Sorokin, an Obama appointee, leaned on two Supreme Court precedents: the 2012 decision that characterized the Affordable Care Act’s individual mandate as a tax, and the 2026 ruling that blocked Trump’s global tariffs because Congress had not authorized them.

A dramatic drop in applications

The H-1B program permits up to 85,000 new hires each year (65,000 base, plus 20,000 for advanced-degree holders), offering work authorization for three years, extendable to six. Before Trump’s action, employers paid roughly between $2,000 and $5,000 in total fees. The $100,000 fee caused demand to collapse: USCIS received only 85 payments by February 15, 2026.

H-1B visa fee comparison (in USD) · $
Pre-Trump fee (high end)
5000 $
Trump's fee
100000 $

Conflicting court decisions

Six months earlier, a D.C. federal judge reached the opposite conclusion. In December 2025, U.S. District Judge Howell upheld the fee when the U.S. Chamber of Commerce and the Association of American Universities sued; the judge ruled Congress had delegated sufficient authority. That case is now on appeal, and Sorokin’s decision explicitly incorporated the Supreme Court’s subsequent tariff ruling that narrowed executive taxing power.

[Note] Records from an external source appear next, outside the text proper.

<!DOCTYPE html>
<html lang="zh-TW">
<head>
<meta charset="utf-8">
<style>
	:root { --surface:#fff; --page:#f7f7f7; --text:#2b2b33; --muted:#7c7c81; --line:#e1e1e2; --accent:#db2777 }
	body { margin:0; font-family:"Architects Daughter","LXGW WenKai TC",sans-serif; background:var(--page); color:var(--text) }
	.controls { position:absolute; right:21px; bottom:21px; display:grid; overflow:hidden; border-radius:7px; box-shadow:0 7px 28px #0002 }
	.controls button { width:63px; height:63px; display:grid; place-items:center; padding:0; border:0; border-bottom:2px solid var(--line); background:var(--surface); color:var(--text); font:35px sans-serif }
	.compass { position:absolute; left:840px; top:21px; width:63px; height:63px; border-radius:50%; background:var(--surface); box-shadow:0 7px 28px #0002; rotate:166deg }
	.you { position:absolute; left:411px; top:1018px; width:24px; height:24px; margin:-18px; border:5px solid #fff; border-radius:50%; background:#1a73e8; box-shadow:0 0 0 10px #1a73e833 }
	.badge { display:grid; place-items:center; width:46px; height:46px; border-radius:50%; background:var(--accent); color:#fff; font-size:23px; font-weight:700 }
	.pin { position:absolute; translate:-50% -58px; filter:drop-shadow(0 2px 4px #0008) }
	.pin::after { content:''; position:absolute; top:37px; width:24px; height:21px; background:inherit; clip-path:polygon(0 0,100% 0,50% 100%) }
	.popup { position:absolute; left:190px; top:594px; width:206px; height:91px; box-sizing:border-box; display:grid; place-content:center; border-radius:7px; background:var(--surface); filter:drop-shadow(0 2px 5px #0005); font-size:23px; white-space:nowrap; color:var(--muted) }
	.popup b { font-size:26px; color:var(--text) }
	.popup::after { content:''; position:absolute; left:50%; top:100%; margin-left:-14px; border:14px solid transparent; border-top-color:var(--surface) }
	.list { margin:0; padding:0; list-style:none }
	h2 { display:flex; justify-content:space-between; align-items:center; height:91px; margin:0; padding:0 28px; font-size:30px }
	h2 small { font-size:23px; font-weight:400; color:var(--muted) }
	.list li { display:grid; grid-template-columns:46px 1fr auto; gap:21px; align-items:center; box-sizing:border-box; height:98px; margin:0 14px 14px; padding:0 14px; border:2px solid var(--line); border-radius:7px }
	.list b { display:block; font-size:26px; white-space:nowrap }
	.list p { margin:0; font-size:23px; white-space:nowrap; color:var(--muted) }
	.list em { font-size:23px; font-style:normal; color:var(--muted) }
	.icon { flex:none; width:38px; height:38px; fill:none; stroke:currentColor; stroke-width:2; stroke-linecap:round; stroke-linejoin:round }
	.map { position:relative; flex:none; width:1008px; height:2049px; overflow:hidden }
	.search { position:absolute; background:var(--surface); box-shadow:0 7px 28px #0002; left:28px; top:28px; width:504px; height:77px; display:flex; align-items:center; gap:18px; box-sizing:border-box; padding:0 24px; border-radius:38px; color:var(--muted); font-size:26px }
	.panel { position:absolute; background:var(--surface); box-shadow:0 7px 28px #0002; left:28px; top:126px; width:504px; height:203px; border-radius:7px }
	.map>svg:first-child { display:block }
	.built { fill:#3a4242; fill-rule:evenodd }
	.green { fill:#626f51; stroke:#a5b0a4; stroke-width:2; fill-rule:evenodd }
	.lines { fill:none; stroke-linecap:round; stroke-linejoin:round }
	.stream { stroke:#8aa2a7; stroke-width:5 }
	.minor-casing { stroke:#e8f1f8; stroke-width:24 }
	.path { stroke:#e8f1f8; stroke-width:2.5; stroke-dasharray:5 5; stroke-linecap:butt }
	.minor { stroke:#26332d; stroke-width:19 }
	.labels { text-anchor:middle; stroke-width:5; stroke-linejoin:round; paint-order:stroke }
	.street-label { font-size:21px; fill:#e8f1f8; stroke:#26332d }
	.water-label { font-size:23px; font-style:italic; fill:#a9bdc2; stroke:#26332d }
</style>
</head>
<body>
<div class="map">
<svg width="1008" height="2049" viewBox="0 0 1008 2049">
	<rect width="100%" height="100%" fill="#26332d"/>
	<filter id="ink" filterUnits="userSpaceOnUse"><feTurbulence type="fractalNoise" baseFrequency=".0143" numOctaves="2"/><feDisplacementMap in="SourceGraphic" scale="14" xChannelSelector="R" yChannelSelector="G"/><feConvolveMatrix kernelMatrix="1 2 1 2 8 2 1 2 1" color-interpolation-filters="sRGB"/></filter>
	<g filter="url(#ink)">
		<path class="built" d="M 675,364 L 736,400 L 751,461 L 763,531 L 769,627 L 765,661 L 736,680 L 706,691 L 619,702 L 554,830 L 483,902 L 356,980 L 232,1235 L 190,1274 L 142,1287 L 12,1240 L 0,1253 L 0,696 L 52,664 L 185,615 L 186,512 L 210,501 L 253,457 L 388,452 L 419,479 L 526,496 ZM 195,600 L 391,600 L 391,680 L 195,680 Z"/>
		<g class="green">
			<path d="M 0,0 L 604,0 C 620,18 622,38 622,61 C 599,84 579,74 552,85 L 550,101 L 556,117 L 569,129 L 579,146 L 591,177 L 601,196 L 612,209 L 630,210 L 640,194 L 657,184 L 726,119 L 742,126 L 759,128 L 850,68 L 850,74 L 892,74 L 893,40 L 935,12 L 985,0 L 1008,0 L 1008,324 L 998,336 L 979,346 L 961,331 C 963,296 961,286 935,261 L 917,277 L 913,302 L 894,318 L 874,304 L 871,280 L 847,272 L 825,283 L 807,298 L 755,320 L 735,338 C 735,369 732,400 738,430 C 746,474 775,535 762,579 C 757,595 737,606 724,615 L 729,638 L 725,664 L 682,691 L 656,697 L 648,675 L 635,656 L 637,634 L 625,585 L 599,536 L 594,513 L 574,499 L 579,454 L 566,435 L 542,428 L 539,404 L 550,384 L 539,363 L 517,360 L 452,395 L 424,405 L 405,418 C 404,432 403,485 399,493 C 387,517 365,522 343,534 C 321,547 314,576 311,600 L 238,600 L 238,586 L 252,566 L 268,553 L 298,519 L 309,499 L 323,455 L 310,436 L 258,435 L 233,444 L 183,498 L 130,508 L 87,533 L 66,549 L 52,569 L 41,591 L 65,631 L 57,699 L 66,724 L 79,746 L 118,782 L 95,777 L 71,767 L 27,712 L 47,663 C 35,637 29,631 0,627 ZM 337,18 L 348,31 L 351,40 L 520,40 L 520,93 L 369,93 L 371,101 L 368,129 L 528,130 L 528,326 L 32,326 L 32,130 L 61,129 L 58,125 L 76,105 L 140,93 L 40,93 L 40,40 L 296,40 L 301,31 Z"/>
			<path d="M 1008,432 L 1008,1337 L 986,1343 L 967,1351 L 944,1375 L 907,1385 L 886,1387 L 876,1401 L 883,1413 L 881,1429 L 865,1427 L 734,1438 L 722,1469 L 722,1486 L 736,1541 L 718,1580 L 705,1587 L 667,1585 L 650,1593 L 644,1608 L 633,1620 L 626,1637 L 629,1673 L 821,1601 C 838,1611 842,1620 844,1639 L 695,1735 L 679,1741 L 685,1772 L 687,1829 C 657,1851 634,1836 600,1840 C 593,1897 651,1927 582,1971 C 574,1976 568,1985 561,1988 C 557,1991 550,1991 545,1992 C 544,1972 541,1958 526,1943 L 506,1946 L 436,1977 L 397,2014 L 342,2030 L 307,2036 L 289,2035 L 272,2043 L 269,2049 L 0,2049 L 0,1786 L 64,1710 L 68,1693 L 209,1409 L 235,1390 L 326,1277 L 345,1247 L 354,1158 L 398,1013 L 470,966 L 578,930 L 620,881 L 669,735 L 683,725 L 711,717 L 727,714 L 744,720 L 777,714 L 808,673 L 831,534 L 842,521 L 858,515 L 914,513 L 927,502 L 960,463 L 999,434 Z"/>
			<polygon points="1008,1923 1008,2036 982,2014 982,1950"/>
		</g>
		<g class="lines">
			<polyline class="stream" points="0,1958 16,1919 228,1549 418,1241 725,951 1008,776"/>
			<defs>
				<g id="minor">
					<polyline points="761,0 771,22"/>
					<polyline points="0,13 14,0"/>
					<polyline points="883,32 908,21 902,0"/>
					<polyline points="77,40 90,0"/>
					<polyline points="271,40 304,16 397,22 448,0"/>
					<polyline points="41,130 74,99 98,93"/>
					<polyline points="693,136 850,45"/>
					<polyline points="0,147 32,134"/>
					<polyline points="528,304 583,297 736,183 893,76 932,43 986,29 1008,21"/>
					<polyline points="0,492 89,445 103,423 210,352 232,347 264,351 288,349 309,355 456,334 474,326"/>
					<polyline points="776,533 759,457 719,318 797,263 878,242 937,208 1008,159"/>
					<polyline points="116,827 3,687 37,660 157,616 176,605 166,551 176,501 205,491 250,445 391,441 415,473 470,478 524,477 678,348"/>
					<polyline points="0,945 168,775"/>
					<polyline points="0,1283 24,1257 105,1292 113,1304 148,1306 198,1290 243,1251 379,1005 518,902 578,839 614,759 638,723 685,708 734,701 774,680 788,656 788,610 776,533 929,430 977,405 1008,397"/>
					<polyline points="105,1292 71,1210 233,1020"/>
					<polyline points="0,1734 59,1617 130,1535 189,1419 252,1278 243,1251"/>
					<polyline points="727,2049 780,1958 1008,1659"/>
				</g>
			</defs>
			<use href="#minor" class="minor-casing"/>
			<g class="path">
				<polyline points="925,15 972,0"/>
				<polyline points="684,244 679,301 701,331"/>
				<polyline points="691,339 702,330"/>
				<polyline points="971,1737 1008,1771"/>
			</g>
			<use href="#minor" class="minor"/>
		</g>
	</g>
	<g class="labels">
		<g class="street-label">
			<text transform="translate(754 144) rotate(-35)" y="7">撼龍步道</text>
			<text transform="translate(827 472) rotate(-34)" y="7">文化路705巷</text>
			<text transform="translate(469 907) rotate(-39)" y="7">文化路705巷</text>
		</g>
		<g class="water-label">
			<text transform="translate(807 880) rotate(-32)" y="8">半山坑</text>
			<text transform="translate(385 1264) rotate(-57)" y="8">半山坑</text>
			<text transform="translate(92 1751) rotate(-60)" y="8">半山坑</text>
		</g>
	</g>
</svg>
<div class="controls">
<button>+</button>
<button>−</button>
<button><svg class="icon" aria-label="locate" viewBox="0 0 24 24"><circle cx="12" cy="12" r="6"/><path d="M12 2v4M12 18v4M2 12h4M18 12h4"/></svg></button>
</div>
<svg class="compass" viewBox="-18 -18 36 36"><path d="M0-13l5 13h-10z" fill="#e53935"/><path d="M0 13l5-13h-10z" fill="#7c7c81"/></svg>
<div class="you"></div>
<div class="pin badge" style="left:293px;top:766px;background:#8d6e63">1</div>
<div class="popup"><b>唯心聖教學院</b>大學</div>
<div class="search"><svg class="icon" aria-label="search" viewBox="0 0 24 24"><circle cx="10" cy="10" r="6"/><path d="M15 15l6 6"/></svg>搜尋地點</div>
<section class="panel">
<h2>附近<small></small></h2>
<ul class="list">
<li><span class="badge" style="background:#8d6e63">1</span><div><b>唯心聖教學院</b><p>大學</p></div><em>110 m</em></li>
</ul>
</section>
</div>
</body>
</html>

Key events in the H-1B fee legal fight
  1. Trump issues proclamation setting the $100,000 fee for H-1B visa applications.
  2. A D.C. federal judge upholds the fee, dismissing a challenge by the U.S. Chamber of Commerce.
  3. USCIS reports receiving only 85 payments of the new fee.
  4. Boston judge Sorokin strikes down the fee as an unlawful tax.

Next steps

The White House quickly signaled it would fight the ruling. Spokesperson Taylor Rogers pointed to the earlier D.C. decision and said officials are confident the Boston order will be reversed on appeal. The underlying debate remains unresolved: Trump has called abuse of the H-1B program a “national security threat,” while universities, tech firms, and countries like India—whose nationals receive roughly 75 percent of H-1B visas—argue the fee chokes off essential talent.

A federal judge in Washington already upheld a nearly identical order, and the Administration is confident this order will be reversed on appeal.